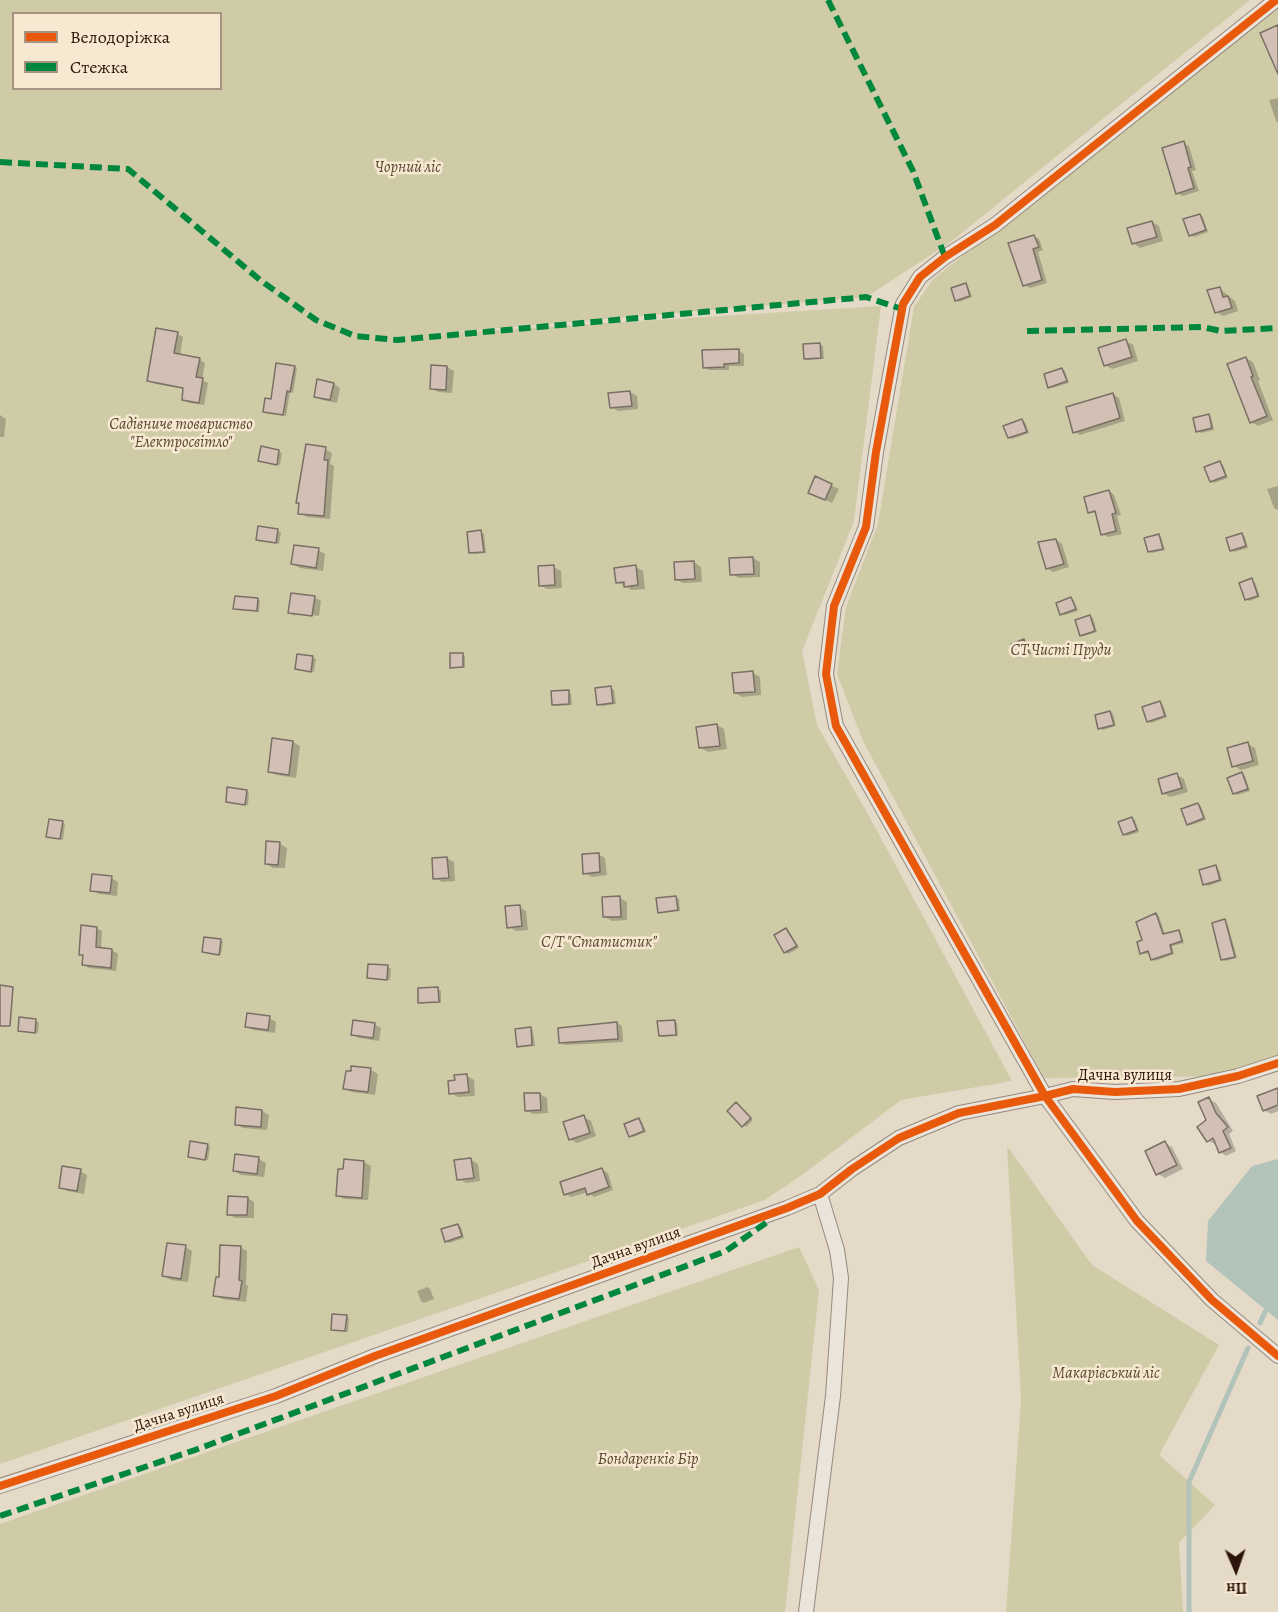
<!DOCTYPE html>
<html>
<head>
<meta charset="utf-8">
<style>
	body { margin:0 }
	#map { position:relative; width:1278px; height:1612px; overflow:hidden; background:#e5d9c7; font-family:Alegreya,serif }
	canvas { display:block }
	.legend { position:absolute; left:12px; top:12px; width:210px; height:78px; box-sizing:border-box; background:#f7e8d2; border:2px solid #a69382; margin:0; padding:8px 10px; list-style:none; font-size:18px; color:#2d140a }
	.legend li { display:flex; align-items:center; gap:12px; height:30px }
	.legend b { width:30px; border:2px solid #a69382 }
	.north { position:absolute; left:1206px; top:1540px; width:60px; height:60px; -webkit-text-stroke:4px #f7e8d2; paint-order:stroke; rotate:178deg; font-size:16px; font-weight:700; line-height:24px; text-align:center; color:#2d140a }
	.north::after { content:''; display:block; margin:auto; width:21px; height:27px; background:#2d140a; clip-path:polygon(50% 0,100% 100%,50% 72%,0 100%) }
</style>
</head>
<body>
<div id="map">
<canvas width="1278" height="1612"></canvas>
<ul class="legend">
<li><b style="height:8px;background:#e8590c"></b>Велодоріжка</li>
<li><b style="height:8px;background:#00873e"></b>Стежка</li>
</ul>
<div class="north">Пн</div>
</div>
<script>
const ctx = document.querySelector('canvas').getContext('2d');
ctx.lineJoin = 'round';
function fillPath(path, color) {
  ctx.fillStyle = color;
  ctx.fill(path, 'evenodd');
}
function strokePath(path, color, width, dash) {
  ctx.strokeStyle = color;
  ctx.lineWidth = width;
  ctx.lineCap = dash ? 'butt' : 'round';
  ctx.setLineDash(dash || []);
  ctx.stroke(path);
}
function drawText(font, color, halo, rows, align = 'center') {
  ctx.font = font + ' Alegreya,serif';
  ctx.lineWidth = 5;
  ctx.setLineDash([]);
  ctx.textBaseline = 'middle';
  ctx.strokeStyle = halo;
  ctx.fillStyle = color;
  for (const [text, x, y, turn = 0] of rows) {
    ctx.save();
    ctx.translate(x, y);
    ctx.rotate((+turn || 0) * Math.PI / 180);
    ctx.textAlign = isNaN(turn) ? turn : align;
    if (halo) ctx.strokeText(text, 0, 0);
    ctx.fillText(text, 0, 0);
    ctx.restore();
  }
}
const green = new Path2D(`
	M0,0H1250L948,244L866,297L416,335L881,306L854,521L802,651L817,725L869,816L1012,1081L901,1100L802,1175L765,1200L0,1464ZM14,14H220V88H14Z
	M1278,9V1064L1238,1076L1044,1078L863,741L837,674L846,607L878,524L914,307L933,279Z
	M1007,1146L1092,1265L1219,1345L1159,1455L1215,1505L1179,1543L1183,1612H1006L1021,1400Z
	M799,1247L819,1290L785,1612H0V1524Z`);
const water = new Path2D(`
	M1278,1159V1320L1206,1261L1208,1221L1252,1166Z`);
const shadow = new Path2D(`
	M1278,98V123L1276,121L1269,100Z
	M1183,143L1189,146L1196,170L1192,171L1199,191L1183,196L1177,193Z
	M1200,215L1203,217L1208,232L1194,237L1191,235Z
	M1152,222L1159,226L1163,241L1140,248L1133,243Z
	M1034,236L1039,239L1043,250L1038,252L1047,283L1030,288L1024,285Z
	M965,285L968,286L972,297L959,302L956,300Z
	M1219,288L1235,301L1238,311L1223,316L1216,312Z
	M157,330L178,334L183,337L180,355L200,360L205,363L202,380L208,383L204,405L189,403L183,399L185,389L155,384L149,380Z
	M1126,341L1133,345L1138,361L1112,369L1105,365Z
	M820,344L823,346L824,359L808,360L805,358Z
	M738,350L744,354V366H729V370H710L704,367Z
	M1246,358L1253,362L1260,380L1258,381L1273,420L1258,426L1251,422Z
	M294,367L297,369L293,393L290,392L286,416L265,411Z
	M447,367L454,371L452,393L438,392L431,388Z
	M1062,370L1065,371L1069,383L1052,388L1049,387Z
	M334,384L340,388L337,403L322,400L315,396Z
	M630,392L637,396L638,409L618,411L611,407Z
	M1113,394L1119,398L1125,421L1080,435L1075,432Z
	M0,415L6,419L4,437H0Z
	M1208,416L1211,417L1214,430L1201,433L1198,431Z
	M1022,421L1025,422L1029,433L1012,439L1009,437Z
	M262,448L282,453L280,465L260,460Z
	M325,449L332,453L330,464L334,466L330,519L307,517L300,513Z
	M1220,463L1223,465L1228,478L1214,483L1211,481Z
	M816,478L839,489L832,503L817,496Z
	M1278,486V510L1274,508L1267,489Z
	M1109,491L1114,495L1121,515L1117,516L1122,534L1108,537L1102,534L1098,514L1090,512Z
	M259,527L281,532L279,544L258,539Z
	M481,532L484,534L486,553L474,554L471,552Z
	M1158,535L1161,537L1165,550L1152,553L1149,551Z
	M1242,535L1245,537L1248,548L1234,552L1231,550Z
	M1056,540L1062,544L1069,567L1053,572L1047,568Z
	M318,550L325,554L323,571L300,568L293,564Z
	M753,558L760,562V577L739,578L732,574Z
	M694,562L701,567L702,582L683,583L676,579Z
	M554,567L561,571L562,588L547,589L540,585Z
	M636,567L643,571L645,589L632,590L617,582Z
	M1252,580L1255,582L1260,597L1249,601L1246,599Z
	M314,597L321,601L319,616L295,613V616L290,613Z
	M1071,599L1074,601L1078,611L1065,615L1062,614Z
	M258,600L260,601L259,612L235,608Z
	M1090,617L1093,618L1097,632L1084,636L1081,635Z
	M1024,641L1027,642L1031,654L1020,658L1017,656Z
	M462,654L465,656V668L452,667Z
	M298,655L316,659L314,672L297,669Z
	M753,673L760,677L761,695L742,697L735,693Z
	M611,688L614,690L616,704L602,706L599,704Z
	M568,692L571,694L572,705L556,706L553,704Z
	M1160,703L1163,705L1167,717L1151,723L1148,721Z
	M1110,712L1113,714L1116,726L1103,730L1100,728Z
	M717,725L724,729L727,749L708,752L701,748Z
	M274,740L293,742L300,746L296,778L276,775L269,771Z
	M1248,744L1255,748L1259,765L1241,770L1234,766Z
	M1242,774L1245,776L1250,791L1237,795L1234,793Z
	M1177,775L1184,779L1188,792L1170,797L1163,793Z
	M246,791L249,793L248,805L227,802Z
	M1198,804L1201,806L1206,820L1191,825L1188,824Z
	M1132,818L1135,820L1139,832L1127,836L1124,834Z
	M62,822L65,824L63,840L47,836Z
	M268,842L280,844L287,848L285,868H273L266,864Z
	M598,854L605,858L607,875L592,877L585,873Z
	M447,858L454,862L455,881L442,882L435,878Z
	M1216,868L1219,870L1222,881L1208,886L1205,884Z
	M111,878L118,882L117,896L99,894L92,890Z
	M676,897L679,899L680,911L662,913L659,912Z
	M620,898L627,902V920L612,921L605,917Z
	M519,907L526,911L528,930L516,931L509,927Z
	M1156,914L1159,916L1165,935L1178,931L1181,933L1184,943L1172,946L1174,954L1155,961L1152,959L1150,953L1144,954L1142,953Z
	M1224,921L1227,922L1237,958L1225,961L1222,959Z
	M96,928L102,931L101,949L112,950L118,954L116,971L89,968L83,964L84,957L80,954Z
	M786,930L799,948L788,954L785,952Z
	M220,940L223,942L221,955L204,951Z
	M388,967L391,969L390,980L369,977Z
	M438,989L441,991V1003H423L420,1002Z
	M269,1018L276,1022L275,1033L253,1030L246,1026Z
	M21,1019L39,1022L38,1033L19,1030Z
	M675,1021L677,1023L678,1036L663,1037L660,1035Z
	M617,1023L622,1026L623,1042L565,1045L560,1042Z
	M374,1024L381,1028L379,1041L359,1038L352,1034Z
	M531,1029L533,1031L535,1046L522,1047L519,1046Z
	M371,1070L378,1074L375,1095L352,1092L345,1088Z
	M467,1076L474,1080L475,1096L458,1097L451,1093Z
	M1278,1090V1111L1271,1114L1264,1110Z
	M540,1094L547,1098L548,1113L533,1114L526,1110V1095Z
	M1209,1099L1216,1103L1233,1131L1229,1134L1236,1151L1226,1156L1220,1152L1217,1143L1215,1144L1208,1141Z
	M740,1106L753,1120L746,1127L743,1125Z
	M238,1108L262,1111L269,1115L267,1130L243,1128L236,1124Z
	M584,1117L591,1121L596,1136L577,1143L570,1139Z
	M639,1120L642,1122L646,1132L633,1137L630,1136Z
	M1165,1143L1172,1147L1183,1169L1165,1178L1158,1174Z
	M207,1145L210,1147L208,1160L189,1157Z
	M259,1159L266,1163L264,1177L241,1175L235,1171Z
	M471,1160L478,1164L480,1181L466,1183L459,1179Z
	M345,1161L364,1162L371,1166L368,1200L344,1199L338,1195L345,1171Z
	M602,1170L608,1173L613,1190L594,1197L588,1192L571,1197L565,1194Z
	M80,1171L87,1175L84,1194L67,1191L60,1187Z
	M247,1198L254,1202V1218H235L228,1214Z
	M458,1225L461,1227L464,1238L449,1243L446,1241Z
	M185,1247L192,1251L188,1282L171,1280L164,1276Z
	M240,1247L247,1251L246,1285L248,1286L246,1302L222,1299L215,1295L221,1279Z
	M427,1287L430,1289L434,1299L424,1303L421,1301L417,1291Z
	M346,1316L349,1318L348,1332L332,1329Z`);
const stream = new Path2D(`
	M1260,1323L1265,1312
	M1189,1612V1482L1248,1348`);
const building = new Path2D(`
	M1278,25V74L1260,33Z
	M1184,141L1191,167L1188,168L1194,188L1176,194L1162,148Z
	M1200,214L1206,230L1189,236L1183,219Z
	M1152,221L1157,237L1132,244L1127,228Z
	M1034,235L1039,247L1033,249L1042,280L1023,286L1008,243Z
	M966,283L970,296L955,301L951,288Z
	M1220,287L1223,297L1228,296L1232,308L1215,313L1207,290Z
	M156,328L178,332L174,353L200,358L196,377L203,378L199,403L182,400L183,388L147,381Z
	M1126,339L1132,357L1104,366L1098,348Z
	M820,343L821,358L804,359L803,344Z
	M739,349V363L724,364V367L703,368L702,350Z
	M1246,357L1253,376L1251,377L1267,416L1250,423L1227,364Z
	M276,363L295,366L290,392L287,391L283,415L263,412L265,398L271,399Z
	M431,365L447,366L446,390L430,389Z
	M1062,368L1067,381L1048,388L1044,374Z
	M317,379L334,383L330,400L314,397Z
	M630,391L632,406L610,408L608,393Z
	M1113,393L1120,418L1073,433L1066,407Z
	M1209,414L1212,428L1196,432L1193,418Z
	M1022,419L1027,432L1008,438L1003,426Z
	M306,444L326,447L324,460H328L324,516L298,514L299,503H296Z
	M261,446L279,450L277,465L258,461Z
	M1220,461L1226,476L1210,482L1204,467Z
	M815,476L832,484L825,500L808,493Z
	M1109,490L1116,513L1112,514L1116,531L1101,535L1095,511L1088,513L1084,497Z
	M258,526L278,529L276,543L256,540Z
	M481,530L484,552L469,553L467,532Z
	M1242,533L1246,546L1230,551L1226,538Z
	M1159,534L1163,549L1148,552L1144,538Z
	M1056,539L1064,564L1046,569L1038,542Z
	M294,545L319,548L316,568L291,564Z
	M753,557L754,574L730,575L729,558Z
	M694,561L695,579L675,580L674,562Z
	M554,565L555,585L539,586L538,566Z
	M636,565L638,585L624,587V582L616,583L614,568Z
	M1252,578L1258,596L1245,600L1239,583Z
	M291,593L315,596L312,616L288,613Z
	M235,596L258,598L257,611L233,609Z
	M1071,597L1076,609L1060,615L1056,603Z
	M1090,615L1095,631L1080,636L1075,620Z
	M1024,639L1029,653L1016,657L1011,644Z
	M450,653H463V667L450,668Z
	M297,654L313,656L311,672L295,669Z
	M753,671L755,692L734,693L732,673Z
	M611,686L613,703L597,705L595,688Z
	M569,690V704L552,705L551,691Z
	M1160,701L1165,716L1147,722L1142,707Z
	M1110,711L1114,725L1098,729L1095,715Z
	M717,724L720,746L699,748L696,727Z
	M272,738L293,741L289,775L268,772Z
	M1248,742L1253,761L1232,767L1227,748Z
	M1242,772L1248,789L1233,794L1227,778Z
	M1177,773L1182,788L1162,794L1158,779Z
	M227,787L247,790L245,805L226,802Z
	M1198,803L1204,818L1187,825L1181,809Z
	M1132,817L1137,830L1123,835L1118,822Z
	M49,819L63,821L60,839L46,837Z
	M266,841L280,842L278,865L265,864Z
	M599,853L600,872L583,874L582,854Z
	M447,857L449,878L433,879L432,858Z
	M1216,865L1220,880L1203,885L1199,870Z
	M92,874L112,876L110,893L90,891Z
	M620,896L621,917H603L602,897Z
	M676,896L678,910L658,913L656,898Z
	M520,905L522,926L507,928L505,906Z
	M1156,913L1163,934L1179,930L1182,941L1170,945L1172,953L1151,960L1148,951L1140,954L1137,942L1142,940L1136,922Z
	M1225,919L1235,957L1221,960L1212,923Z
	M81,925L97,927L96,947L112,949L111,968L82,965L83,955H79Z
	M786,928L797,946L784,953L774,935Z
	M204,937L221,939L219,955L202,952Z
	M368,964L388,965L387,980L367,978Z
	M0,985L13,987L10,1026H0Z
	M438,987L439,1002L418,1003V988Z
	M247,1013L270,1016L268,1030L245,1027Z
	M19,1017L36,1019L35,1033L18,1031Z
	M353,1020L375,1023L373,1038L351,1035Z
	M675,1020L676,1035L659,1036L657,1021Z
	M617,1022L618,1039L559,1043L558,1028Z
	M531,1027L532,1045L517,1047L515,1029Z
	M351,1066L371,1068L368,1092L343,1089L346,1071H351Z
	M467,1074L469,1092L449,1094L448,1081L455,1080L454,1075Z
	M1278,1088V1105L1263,1111L1257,1096Z
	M524,1093H540L541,1110L525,1111Z
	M1209,1097L1216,1113L1228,1127L1223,1131L1231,1148L1219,1153L1213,1138L1207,1142L1197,1127L1206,1120L1198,1102Z
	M736,1102L751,1118L742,1127L727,1111Z
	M236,1107L262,1110L261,1127L235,1125Z
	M584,1115L590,1133L569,1140L563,1122Z
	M639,1118L644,1131L629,1137L624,1124Z
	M190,1141L208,1144L205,1160L188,1157Z
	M1165,1141L1177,1165L1156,1175L1145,1151Z
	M235,1154L259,1157L257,1174L233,1171Z
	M471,1158L474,1178L457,1180L454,1160Z
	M344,1159L364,1161L362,1198L336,1196L338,1169H343Z
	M62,1166L81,1169L77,1191L59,1188Z
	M602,1168L609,1187L587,1195L585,1188L564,1195L560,1182Z
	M228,1196L248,1197L247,1215H227Z
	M458,1224L462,1236L445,1242L441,1229Z
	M167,1243L186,1245L181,1279L162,1276Z
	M220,1245L241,1246L239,1280L242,1281L239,1299L213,1296L216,1277H219Z
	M332,1314L347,1315L345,1331L331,1330Z`);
const street = new Path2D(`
	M1276,0L995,225L945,257L920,277L903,304L876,452L866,527L834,606L826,674L836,726L1045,1096L1137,1221L1212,1300L1278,1356
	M0,1486L276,1396L375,1356L787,1208L820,1194L852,1169L899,1138L959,1113L1045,1096L1073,1089L1115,1092L1179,1089L1238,1076L1278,1063
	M806,1612L833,1396L841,1278L837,1250L820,1194`);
const quiet = new Path2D(`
	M828,0L913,171L945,257
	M0,162L128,169L260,280L316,320L355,336L397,340L866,297L902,309
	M1027,331L1202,327L1221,331L1278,328
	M0,1516L195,1450L726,1251L770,1220`);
const cycleway = new Path2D(`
	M1276,0L995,225L945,257L920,277L903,304L876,452L866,527L834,606L826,674L836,726L1045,1096L1137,1221L1212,1300L1278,1356
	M0,1486L276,1396L375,1356L787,1208L820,1194L852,1169L899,1138L959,1113L1045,1096L1073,1089L1115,1092L1179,1089L1238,1076L1278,1063`);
const parkNames = [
	["Чорний ліс",408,168],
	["Садівниче товариство",181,425],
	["\"Електросвітло\"",181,443],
	["СТ Чисті Пруди",1061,651],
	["С/Т \"Статистик\"",599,943],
	["Макарівський ліс",1106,1374],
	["Бондаренків Бір",648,1460]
];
const streetNames = [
	["Дачна вулиця",1125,1076],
	["Дачна вулиця",636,1248,-20],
	["Дачна вулиця",179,1413,-18]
];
fillPath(green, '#d0cba7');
fillPath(water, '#b2c3ba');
fillPath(shadow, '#0003');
strokePath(stream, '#b2c3ba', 5);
fillPath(building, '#d1c0b3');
strokePath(building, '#7a6f65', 1.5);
strokePath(street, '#948a7e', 16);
strokePath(street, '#eae4db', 14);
strokePath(quiet, '#00873e', 6, [12, 6]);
strokePath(cycleway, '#e8590c', 8);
drawText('italic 16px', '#584731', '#f7e8d2', parkNames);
drawText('16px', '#2d140a', '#f7e8d2', streetNames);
</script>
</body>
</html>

Assignment: Return each line of the records above in which the word "rows" occurs.

Written response:
function drawText(font, color, halo, rows, align = 'center') {
  for (const [text, x, y, turn = 0] of rows) {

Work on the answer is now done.